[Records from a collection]
* * * * *
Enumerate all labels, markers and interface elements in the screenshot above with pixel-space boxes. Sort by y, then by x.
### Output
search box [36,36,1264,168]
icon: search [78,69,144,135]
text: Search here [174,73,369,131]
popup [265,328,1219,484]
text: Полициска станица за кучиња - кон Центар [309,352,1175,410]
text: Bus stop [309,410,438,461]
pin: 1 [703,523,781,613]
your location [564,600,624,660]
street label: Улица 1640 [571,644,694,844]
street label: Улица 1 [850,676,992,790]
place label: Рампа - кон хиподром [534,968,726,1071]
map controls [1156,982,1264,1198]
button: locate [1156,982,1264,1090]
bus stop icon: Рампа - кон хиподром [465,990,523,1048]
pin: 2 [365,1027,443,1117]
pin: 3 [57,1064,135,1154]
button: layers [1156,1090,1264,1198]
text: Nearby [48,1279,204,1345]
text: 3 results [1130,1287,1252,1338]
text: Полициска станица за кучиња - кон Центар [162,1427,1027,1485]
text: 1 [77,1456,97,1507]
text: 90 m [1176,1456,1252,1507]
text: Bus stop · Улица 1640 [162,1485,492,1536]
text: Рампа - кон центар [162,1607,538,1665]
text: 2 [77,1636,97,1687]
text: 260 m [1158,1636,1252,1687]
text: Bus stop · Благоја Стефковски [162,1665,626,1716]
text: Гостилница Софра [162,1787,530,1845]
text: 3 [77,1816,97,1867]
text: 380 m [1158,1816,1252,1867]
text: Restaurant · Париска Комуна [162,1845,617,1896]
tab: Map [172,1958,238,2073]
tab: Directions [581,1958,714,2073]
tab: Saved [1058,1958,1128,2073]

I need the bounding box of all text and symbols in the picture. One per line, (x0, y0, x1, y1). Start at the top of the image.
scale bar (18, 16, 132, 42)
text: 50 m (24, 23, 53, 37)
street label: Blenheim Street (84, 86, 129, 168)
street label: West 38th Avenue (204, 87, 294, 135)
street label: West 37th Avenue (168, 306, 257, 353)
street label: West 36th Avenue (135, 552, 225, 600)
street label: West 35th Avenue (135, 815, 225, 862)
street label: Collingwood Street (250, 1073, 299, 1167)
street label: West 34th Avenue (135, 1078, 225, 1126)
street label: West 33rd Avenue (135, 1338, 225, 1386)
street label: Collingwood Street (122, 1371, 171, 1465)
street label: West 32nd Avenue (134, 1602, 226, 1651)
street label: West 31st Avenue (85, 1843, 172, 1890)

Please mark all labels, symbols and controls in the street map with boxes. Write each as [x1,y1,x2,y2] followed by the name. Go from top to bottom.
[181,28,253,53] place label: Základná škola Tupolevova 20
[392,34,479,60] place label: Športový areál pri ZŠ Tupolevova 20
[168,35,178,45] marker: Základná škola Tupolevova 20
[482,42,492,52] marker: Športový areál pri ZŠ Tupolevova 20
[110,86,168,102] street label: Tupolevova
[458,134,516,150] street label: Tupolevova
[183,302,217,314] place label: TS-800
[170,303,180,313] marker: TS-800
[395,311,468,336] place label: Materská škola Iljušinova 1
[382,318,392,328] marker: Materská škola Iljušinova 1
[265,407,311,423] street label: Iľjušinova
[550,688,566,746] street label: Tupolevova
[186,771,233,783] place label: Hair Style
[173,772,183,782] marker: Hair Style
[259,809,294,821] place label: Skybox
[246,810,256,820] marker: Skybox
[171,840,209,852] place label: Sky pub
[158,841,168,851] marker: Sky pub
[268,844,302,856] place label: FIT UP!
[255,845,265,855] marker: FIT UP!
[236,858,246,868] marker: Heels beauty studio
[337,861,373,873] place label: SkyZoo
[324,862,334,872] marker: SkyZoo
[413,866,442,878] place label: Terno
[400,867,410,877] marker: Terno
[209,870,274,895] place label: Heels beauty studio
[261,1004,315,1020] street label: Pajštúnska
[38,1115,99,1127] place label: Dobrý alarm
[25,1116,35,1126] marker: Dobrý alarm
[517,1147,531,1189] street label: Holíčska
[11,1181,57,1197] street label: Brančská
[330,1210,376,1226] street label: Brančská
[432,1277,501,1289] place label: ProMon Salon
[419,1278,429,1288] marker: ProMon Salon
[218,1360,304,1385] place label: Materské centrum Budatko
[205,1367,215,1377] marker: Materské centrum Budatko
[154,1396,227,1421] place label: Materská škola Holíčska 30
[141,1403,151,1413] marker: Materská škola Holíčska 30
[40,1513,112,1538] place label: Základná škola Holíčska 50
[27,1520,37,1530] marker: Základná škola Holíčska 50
* * * * *
WORK REQUIRED
Determine the number of lines in the data that include the string "West". Only that number belongs in the answer.

WORKED SOLUTION
8